▶ **Directions**
The answer must consist of each line below that holds the word "start", copied as it stands.

Source data

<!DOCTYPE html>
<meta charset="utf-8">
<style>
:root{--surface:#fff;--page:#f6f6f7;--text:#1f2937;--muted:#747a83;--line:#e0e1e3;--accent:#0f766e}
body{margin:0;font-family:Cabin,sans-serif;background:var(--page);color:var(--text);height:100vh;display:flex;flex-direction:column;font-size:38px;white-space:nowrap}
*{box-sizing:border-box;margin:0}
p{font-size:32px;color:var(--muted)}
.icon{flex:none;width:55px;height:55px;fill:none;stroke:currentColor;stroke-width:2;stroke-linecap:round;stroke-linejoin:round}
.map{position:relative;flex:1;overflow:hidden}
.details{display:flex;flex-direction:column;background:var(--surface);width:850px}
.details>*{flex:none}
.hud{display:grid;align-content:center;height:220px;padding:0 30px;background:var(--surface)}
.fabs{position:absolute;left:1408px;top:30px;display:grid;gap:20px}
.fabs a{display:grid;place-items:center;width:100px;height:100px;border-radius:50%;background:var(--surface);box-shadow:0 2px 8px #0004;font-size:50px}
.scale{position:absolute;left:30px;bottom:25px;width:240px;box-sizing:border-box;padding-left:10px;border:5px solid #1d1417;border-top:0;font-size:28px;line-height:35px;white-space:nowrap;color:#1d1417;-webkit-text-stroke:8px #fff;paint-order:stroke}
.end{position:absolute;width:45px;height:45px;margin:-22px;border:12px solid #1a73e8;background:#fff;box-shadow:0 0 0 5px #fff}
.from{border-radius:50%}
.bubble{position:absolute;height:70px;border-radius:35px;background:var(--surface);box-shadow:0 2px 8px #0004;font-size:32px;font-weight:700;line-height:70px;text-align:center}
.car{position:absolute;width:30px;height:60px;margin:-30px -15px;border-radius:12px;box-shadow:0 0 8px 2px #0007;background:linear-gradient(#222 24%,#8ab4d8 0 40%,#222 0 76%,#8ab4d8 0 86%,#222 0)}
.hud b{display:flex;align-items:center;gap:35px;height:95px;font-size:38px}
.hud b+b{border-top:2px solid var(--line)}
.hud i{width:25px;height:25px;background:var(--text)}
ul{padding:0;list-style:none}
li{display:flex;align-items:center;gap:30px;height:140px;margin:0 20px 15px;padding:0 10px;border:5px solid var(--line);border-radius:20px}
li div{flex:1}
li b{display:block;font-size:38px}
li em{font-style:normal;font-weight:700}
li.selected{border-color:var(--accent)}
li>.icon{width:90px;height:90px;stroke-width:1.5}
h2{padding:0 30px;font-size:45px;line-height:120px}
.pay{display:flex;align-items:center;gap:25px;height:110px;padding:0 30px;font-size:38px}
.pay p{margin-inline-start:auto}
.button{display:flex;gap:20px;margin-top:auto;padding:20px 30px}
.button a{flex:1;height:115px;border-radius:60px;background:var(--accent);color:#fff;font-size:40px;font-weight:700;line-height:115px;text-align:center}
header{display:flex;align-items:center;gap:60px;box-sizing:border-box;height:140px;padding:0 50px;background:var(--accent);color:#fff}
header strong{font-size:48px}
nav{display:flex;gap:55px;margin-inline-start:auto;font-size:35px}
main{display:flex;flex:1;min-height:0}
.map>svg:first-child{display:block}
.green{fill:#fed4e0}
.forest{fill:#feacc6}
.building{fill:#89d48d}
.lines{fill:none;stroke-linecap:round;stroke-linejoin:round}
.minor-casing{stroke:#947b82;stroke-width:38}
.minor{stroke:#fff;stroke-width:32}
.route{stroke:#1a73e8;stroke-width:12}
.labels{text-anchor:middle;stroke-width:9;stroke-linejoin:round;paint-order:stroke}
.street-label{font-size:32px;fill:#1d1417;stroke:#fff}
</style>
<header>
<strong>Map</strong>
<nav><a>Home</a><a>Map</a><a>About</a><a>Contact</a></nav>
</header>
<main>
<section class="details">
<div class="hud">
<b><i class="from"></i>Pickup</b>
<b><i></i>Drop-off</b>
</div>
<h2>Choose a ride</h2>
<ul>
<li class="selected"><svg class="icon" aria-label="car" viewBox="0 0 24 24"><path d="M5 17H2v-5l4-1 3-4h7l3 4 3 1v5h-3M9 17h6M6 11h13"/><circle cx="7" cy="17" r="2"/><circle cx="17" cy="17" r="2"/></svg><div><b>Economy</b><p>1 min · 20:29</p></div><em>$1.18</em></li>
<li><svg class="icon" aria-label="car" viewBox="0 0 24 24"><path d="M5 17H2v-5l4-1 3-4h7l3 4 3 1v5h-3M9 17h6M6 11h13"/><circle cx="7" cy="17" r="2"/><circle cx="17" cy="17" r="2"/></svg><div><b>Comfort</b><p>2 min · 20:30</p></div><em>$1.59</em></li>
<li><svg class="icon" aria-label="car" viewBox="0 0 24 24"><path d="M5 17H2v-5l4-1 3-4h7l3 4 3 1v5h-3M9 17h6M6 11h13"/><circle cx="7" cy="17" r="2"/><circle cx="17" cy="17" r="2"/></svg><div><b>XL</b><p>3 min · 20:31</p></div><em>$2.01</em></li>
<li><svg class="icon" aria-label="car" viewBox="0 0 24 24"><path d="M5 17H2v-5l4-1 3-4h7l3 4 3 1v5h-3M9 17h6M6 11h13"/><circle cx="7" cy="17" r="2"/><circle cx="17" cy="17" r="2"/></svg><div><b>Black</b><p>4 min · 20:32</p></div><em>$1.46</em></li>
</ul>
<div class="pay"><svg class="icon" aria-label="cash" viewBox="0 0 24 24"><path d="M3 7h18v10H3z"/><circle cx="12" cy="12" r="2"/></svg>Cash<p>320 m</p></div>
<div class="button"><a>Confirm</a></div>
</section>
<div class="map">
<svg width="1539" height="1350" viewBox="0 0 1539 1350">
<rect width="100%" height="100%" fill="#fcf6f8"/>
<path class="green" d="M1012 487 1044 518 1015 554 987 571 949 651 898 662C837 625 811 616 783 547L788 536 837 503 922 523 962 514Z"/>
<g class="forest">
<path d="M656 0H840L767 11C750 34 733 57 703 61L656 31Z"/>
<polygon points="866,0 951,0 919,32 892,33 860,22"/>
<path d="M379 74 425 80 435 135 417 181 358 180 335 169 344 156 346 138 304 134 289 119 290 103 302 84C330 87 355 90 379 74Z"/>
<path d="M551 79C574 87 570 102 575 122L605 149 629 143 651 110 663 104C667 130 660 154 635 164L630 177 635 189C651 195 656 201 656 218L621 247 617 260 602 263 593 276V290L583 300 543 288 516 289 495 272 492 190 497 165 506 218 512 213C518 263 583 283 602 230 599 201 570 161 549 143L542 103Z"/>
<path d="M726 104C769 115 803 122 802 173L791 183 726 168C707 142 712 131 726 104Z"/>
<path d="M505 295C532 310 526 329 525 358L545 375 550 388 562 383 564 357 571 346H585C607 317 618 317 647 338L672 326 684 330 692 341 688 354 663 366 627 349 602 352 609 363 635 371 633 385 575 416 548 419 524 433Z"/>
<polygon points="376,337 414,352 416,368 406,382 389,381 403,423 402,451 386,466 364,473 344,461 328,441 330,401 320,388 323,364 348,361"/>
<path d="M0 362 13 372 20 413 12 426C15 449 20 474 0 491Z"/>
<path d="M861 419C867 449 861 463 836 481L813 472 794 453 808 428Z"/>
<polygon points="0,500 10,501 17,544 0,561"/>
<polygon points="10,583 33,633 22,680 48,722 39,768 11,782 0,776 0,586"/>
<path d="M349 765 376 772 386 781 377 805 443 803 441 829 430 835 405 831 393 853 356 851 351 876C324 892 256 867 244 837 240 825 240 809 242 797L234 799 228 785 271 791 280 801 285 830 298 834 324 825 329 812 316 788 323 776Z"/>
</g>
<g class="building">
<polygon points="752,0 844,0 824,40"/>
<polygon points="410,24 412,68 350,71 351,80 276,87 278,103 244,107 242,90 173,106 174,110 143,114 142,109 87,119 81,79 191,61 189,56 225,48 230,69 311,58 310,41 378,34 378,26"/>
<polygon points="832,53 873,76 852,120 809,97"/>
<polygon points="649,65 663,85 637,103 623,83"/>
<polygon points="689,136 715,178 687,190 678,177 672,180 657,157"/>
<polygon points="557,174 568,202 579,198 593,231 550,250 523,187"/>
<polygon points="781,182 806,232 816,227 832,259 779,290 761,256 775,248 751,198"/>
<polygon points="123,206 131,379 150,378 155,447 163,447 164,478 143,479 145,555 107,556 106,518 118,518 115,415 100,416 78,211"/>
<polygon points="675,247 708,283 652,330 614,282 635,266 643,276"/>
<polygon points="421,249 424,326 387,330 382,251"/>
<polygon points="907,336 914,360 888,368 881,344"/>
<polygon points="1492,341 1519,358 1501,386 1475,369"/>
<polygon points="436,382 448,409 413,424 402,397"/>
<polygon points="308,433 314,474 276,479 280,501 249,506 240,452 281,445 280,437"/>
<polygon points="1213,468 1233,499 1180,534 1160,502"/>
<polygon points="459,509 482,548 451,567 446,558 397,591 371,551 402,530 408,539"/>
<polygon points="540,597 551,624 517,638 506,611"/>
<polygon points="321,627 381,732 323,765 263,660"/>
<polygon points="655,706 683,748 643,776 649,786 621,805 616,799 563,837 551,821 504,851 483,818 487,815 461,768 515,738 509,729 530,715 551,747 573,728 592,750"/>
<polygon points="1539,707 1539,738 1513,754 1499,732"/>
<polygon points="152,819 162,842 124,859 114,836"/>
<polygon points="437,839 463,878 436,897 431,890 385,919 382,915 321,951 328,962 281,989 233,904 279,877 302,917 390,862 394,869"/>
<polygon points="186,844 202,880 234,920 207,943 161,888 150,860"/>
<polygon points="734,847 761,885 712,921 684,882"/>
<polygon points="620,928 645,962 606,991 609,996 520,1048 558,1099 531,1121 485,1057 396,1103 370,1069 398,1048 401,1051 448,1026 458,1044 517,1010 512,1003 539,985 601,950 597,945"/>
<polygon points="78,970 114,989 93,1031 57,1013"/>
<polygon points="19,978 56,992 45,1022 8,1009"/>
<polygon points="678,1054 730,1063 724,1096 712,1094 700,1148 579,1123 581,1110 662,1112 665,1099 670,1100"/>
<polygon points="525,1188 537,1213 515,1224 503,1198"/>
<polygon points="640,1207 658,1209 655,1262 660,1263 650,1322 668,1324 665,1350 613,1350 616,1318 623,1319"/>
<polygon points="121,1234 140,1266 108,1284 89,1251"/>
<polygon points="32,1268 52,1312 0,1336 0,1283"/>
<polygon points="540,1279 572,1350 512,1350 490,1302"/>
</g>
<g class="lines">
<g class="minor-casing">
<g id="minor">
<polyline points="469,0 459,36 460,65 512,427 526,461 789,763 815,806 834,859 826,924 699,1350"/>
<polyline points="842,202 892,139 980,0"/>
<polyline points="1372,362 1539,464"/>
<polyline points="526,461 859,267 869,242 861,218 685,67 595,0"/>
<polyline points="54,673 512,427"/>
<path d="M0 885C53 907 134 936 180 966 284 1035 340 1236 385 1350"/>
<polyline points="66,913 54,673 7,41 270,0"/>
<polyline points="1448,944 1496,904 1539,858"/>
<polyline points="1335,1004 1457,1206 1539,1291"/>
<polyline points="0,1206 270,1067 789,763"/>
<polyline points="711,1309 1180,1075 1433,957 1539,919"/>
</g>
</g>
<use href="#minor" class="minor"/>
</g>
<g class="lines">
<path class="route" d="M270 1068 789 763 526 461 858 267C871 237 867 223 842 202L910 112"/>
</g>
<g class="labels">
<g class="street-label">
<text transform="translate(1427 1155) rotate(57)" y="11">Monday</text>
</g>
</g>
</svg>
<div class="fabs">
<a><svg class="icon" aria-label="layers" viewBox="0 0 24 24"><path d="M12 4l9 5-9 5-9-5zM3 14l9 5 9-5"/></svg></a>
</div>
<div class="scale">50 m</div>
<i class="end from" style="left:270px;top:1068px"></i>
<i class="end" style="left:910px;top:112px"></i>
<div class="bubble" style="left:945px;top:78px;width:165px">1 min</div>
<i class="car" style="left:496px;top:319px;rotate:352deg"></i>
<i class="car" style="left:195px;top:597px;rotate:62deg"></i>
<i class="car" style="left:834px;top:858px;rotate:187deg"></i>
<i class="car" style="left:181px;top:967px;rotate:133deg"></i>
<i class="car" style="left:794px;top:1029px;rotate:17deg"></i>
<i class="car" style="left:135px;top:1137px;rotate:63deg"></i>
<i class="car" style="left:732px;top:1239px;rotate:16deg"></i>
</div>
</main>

▶ **Solution**
.pay p{margin-inline-start:auto}
nav{display:flex;gap:55px;margin-inline-start:auto;font-size:35px}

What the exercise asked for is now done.